With a cornflower blue leather suitcase packed with all my best possessions: my most glamorous nightie, my favourite, grey and green devore party dress with the palm leaf pattern and a spare, my pink leather notebook, a battalion of lotions and potions and even an ancient,charred, redcurrant scented candle, I arrived at the Savoy at tea time with a little trepidation. I'm very good at enjoying many things in life: bus rides, buying meat, the smell of spray starch, queuing, reading Keats, walking into a room in very high shoes carrying a plate with 14 freshly grilled sea bass on it and hearing everyone sigh 'Ahh, It's so still-lifeish!' but I know that I have a tendency to be made a bit anxious by Treats, and that not enjoying them can make me feel like a failure.
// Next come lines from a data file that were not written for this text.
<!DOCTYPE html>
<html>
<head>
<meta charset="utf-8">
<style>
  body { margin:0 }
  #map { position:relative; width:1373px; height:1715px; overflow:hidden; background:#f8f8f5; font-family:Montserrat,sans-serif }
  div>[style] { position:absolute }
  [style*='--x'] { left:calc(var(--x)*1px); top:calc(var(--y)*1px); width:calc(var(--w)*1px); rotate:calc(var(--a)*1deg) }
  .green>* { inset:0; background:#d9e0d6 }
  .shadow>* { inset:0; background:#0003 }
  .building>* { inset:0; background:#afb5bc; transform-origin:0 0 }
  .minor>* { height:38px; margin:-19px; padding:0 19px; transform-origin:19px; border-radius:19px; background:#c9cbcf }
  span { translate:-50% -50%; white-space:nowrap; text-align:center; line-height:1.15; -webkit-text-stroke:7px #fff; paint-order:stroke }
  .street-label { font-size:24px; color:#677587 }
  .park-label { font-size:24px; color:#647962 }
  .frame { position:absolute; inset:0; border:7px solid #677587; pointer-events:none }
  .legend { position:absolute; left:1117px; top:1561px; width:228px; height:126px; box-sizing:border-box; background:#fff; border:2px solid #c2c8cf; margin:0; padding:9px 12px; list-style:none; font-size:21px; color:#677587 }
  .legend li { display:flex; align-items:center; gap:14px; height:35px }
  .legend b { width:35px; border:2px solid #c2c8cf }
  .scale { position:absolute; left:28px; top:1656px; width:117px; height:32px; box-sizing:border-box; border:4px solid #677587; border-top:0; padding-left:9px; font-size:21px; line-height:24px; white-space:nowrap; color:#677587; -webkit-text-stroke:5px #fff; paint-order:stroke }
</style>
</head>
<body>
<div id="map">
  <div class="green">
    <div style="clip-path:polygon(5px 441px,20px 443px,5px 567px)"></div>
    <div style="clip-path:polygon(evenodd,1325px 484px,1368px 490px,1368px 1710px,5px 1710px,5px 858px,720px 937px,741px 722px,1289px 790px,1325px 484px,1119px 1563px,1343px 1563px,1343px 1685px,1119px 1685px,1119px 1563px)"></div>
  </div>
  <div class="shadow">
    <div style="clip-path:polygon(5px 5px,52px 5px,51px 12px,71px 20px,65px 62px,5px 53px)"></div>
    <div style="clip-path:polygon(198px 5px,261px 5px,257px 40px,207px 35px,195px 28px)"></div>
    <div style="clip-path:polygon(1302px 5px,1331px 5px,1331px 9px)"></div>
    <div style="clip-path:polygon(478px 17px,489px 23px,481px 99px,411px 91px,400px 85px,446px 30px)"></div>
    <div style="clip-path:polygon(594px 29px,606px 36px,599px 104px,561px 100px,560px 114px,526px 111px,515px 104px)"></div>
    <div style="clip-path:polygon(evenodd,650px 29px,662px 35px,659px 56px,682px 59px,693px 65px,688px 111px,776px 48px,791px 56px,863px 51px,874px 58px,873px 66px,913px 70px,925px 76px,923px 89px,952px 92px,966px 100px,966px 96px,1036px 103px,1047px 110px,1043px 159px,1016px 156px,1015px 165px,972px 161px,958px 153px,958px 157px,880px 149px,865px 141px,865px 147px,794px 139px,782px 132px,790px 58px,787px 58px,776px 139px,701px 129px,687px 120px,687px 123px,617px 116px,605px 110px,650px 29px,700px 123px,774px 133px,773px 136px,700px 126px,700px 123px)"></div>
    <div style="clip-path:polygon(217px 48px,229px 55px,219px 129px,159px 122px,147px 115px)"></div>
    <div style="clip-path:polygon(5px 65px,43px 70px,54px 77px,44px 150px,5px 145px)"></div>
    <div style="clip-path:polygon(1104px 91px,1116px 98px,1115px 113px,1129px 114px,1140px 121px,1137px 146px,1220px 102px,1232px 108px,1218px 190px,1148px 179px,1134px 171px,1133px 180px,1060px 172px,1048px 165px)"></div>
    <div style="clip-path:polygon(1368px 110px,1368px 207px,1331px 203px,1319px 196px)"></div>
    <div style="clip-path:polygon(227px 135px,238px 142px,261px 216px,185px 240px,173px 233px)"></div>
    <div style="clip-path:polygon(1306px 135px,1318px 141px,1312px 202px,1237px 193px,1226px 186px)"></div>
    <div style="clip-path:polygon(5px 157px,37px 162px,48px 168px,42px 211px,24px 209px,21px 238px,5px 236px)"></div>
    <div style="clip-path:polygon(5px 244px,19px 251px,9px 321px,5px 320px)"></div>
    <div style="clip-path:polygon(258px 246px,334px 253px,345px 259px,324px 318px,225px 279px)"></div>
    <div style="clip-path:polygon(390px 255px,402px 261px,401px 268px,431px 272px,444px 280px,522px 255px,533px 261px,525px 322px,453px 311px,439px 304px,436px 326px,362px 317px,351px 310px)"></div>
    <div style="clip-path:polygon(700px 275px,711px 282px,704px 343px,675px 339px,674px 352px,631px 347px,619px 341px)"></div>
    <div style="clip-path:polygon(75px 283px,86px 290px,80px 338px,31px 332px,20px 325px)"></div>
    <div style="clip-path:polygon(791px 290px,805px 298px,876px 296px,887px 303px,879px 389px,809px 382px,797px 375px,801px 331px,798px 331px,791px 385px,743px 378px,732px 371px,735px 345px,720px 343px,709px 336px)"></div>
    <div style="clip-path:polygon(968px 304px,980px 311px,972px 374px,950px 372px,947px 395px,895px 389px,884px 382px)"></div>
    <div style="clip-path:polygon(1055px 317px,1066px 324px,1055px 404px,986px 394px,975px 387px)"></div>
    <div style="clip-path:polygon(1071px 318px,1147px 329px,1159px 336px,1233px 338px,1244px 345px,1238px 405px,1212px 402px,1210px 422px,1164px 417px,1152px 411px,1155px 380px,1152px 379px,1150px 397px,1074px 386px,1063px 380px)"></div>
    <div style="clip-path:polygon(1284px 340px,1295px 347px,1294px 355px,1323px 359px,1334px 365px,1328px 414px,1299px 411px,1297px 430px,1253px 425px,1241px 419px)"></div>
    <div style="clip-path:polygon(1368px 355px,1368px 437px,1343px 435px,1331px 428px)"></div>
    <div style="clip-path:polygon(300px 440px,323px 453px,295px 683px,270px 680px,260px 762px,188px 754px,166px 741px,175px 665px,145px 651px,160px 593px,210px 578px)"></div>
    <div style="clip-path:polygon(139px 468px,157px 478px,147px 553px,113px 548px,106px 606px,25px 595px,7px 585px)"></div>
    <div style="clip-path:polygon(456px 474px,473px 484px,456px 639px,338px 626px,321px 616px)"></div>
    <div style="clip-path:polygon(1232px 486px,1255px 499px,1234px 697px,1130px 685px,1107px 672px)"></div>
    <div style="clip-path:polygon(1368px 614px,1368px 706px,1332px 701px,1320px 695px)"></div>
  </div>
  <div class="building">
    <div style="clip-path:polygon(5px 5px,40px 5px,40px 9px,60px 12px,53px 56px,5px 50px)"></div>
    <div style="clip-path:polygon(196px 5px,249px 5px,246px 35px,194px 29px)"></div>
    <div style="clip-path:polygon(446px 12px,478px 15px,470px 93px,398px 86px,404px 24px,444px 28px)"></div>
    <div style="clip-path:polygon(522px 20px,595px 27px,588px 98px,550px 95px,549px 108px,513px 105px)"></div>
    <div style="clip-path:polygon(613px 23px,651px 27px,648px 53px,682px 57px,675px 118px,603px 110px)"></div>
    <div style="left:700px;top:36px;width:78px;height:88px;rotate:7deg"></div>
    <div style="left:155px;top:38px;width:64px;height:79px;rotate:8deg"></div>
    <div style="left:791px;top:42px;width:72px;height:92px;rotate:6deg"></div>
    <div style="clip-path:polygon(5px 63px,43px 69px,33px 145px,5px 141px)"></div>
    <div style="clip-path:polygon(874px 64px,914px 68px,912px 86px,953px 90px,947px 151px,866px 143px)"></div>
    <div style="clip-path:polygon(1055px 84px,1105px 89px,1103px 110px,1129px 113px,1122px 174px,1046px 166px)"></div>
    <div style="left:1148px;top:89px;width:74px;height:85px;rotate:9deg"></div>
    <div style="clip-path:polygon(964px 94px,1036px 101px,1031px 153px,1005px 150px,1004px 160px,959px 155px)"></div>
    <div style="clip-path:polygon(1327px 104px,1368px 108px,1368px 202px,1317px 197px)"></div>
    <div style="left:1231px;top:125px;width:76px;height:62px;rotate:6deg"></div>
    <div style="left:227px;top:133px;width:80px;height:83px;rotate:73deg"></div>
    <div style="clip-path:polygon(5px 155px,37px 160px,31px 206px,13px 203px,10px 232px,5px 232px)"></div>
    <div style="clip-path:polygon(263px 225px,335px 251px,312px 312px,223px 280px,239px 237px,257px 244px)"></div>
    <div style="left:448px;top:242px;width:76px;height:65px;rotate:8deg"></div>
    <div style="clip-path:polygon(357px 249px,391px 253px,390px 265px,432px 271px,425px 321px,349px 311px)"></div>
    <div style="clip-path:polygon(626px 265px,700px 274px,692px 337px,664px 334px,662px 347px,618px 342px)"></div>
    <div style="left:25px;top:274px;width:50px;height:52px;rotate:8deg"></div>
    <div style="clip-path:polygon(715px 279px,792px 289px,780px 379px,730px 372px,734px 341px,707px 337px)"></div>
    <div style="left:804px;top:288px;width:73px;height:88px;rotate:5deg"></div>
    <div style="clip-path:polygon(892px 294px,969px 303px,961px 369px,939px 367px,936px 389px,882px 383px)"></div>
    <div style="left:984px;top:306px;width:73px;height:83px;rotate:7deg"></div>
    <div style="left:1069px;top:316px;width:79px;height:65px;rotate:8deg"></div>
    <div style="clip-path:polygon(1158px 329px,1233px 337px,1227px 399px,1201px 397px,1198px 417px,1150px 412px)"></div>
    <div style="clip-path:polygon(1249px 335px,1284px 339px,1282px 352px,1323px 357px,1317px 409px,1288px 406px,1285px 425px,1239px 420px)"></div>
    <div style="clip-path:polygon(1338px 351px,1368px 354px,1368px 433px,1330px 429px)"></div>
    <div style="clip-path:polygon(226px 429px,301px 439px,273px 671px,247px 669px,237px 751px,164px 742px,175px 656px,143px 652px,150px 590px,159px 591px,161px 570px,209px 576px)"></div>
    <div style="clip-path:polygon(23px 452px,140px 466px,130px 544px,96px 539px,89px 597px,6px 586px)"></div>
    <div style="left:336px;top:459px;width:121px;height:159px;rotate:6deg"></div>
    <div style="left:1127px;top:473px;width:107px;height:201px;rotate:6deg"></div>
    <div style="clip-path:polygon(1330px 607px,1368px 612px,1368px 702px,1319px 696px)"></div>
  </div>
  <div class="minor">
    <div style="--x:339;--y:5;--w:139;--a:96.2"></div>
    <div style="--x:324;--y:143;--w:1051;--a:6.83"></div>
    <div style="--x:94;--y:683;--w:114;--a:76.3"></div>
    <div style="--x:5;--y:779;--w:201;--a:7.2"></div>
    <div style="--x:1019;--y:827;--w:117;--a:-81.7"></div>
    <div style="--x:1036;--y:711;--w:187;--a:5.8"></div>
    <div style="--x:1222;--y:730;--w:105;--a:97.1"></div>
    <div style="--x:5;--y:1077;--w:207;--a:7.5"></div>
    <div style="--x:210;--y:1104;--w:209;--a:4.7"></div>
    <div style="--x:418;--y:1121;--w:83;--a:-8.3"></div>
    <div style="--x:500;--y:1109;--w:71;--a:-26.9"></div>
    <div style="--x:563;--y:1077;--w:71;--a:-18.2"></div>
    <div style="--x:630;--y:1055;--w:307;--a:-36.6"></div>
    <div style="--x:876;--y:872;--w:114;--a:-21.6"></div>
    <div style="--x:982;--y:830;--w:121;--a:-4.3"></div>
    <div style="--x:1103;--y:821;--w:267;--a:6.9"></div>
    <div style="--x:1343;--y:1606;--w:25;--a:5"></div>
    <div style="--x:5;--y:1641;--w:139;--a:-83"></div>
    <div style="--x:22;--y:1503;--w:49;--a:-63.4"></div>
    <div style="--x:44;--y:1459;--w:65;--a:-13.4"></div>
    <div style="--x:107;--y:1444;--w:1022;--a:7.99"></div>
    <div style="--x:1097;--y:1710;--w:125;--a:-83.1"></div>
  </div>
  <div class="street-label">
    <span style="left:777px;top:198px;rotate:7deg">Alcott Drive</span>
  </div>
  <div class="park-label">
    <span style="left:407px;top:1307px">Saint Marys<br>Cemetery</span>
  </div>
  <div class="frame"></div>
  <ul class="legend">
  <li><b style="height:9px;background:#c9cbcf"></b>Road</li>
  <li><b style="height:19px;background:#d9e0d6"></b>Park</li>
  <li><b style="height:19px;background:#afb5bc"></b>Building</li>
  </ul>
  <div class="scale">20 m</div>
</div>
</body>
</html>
Think Ginger Rogers, I told myself as I was shown up to my room on the seventh floor which came complete with a tank sized bed and a birds eye view of the millennium wheel and a pay TV channel which boasted Charlie's Angels 2 (for £12.50) and a cream and gold and lilac colour scheme..

I sat down in a chair at the dressing table/fax bureau and tried to get my bearings. I thought of a school friend whose mother routinely left her father and would decamp to a modest Swiss Cottage hotel with my protesting pal until the man came to his senses and begged them both to come home. Suddenly I missed intensely my daughter and my husband. I missed my sisters and brothers. I even felt an overwhelming fondness for my parents and a French girl at school who had bullied me slightly. 'No, that's not right!' I cried, a bit like someone on the edge of madness in a Chekhov play.
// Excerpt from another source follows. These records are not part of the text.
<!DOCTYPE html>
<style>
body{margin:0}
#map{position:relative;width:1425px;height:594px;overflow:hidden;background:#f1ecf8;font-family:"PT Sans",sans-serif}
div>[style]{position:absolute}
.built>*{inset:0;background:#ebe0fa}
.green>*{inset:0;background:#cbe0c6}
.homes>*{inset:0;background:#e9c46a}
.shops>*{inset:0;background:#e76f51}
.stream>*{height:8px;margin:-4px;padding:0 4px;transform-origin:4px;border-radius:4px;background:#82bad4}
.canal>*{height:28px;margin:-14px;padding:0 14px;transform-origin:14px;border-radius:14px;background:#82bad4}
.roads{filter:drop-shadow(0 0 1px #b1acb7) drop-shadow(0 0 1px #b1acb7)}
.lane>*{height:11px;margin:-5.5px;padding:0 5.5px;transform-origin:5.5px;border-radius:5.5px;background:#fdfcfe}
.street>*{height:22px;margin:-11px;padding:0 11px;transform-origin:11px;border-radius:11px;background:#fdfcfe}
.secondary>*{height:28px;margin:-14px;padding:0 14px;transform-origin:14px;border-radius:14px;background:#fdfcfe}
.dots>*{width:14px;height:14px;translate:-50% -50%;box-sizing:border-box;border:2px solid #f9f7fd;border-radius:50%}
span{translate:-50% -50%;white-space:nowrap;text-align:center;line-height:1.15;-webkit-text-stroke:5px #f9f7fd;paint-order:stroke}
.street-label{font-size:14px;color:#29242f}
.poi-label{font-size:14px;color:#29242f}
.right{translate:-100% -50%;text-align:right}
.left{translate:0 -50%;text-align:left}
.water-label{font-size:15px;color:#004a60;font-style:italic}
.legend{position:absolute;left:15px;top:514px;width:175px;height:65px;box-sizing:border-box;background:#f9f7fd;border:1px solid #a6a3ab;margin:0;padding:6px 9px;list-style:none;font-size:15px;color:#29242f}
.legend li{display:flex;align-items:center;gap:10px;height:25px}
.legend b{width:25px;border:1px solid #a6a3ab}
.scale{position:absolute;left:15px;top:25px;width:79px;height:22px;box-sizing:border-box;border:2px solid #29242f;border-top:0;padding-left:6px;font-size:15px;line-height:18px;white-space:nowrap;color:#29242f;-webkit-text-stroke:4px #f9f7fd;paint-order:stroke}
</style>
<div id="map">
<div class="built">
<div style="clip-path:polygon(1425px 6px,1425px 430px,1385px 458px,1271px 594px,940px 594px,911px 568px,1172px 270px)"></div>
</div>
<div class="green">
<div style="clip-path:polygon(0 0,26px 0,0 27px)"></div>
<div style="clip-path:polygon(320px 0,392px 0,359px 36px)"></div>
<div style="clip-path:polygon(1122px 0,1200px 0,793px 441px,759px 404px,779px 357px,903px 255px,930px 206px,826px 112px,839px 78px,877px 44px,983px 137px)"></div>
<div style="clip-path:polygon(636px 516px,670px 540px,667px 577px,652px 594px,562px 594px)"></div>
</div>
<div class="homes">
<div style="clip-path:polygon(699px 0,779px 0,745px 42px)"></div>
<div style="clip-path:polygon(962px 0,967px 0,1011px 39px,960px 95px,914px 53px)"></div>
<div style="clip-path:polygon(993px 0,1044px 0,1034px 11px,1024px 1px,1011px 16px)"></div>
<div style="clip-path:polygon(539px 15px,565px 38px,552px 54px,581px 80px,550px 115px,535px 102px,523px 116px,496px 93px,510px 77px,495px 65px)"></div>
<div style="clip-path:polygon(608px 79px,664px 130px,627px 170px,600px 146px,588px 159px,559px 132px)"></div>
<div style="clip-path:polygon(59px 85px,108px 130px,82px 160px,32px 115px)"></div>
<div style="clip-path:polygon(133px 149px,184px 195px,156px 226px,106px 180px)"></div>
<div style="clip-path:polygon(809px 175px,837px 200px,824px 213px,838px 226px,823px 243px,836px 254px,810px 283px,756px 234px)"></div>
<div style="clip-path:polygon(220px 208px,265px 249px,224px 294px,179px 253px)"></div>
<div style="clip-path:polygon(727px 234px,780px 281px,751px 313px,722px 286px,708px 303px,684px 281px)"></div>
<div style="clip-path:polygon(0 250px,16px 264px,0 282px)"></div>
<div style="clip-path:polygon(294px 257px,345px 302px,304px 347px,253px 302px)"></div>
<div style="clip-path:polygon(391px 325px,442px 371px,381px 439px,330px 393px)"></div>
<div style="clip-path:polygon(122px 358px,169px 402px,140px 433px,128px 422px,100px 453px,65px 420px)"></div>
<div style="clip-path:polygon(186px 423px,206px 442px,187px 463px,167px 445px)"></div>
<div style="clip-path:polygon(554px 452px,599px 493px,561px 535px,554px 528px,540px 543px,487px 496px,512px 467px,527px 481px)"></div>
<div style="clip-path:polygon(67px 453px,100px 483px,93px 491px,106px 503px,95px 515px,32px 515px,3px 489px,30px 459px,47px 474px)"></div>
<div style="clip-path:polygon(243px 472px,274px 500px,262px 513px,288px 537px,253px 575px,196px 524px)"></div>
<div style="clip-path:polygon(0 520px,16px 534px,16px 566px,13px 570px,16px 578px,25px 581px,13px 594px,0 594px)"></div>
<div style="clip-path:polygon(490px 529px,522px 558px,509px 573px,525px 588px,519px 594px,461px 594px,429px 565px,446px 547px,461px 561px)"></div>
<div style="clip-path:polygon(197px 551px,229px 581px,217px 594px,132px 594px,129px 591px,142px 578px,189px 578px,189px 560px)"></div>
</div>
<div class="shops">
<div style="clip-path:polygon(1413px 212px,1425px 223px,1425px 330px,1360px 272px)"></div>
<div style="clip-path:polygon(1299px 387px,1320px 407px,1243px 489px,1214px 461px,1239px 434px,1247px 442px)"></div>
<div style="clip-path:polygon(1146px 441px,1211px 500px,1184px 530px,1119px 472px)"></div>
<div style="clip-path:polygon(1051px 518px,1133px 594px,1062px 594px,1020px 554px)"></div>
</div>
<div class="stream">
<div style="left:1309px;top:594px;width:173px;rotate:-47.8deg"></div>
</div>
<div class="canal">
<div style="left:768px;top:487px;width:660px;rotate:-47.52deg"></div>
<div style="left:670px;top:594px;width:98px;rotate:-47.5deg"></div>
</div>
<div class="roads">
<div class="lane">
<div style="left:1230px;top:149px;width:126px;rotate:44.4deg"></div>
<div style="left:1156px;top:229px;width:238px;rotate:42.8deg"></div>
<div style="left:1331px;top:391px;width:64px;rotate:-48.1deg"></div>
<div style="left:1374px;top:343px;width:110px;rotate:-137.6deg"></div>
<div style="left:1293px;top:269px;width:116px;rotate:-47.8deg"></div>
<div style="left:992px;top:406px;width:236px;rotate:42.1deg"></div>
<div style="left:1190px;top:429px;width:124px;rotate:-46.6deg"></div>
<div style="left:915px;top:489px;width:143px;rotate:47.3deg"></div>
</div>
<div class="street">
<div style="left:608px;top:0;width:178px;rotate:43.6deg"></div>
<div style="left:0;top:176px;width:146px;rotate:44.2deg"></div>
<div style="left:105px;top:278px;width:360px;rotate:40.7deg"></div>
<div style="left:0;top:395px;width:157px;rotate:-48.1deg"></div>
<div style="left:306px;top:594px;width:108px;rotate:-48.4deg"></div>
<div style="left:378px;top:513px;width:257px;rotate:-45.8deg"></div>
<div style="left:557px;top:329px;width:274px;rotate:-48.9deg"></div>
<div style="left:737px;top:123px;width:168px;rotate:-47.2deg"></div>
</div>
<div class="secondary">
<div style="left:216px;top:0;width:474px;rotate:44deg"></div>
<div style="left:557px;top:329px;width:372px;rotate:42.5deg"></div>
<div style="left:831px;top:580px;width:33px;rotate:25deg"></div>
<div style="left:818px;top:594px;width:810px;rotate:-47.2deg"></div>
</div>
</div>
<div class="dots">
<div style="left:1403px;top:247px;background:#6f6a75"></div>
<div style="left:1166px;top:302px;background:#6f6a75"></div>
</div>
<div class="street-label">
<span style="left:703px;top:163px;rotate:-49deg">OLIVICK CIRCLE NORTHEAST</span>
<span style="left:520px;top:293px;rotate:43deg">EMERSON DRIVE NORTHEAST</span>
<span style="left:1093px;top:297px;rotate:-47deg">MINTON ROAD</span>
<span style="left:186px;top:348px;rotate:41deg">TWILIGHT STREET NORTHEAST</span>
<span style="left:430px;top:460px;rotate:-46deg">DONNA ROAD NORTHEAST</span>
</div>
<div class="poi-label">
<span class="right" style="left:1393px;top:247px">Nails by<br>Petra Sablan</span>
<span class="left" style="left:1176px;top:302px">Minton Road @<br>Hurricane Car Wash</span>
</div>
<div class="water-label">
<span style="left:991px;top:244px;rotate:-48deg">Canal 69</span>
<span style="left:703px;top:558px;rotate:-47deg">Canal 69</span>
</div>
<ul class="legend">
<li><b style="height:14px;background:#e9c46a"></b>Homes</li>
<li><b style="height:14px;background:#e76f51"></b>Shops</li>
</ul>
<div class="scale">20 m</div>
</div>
I wondered into the bathroom which was huge and handsome and switched on the bathtaps. I soaked in a bath for half an hour until I was the colour of a radish. I slipped into my nightdress and ordered a pot of Earl Grey from room service which came with 9 warm biscuits and took a miniature bottle of Teachers from the minibar and poured half in my tea which is my current cocktail of choice.

'Are you enjoying yourself?' I enquired gently, but when I looked in the mirror opposite I couldn't help noticing I was leaping up and down on the bed!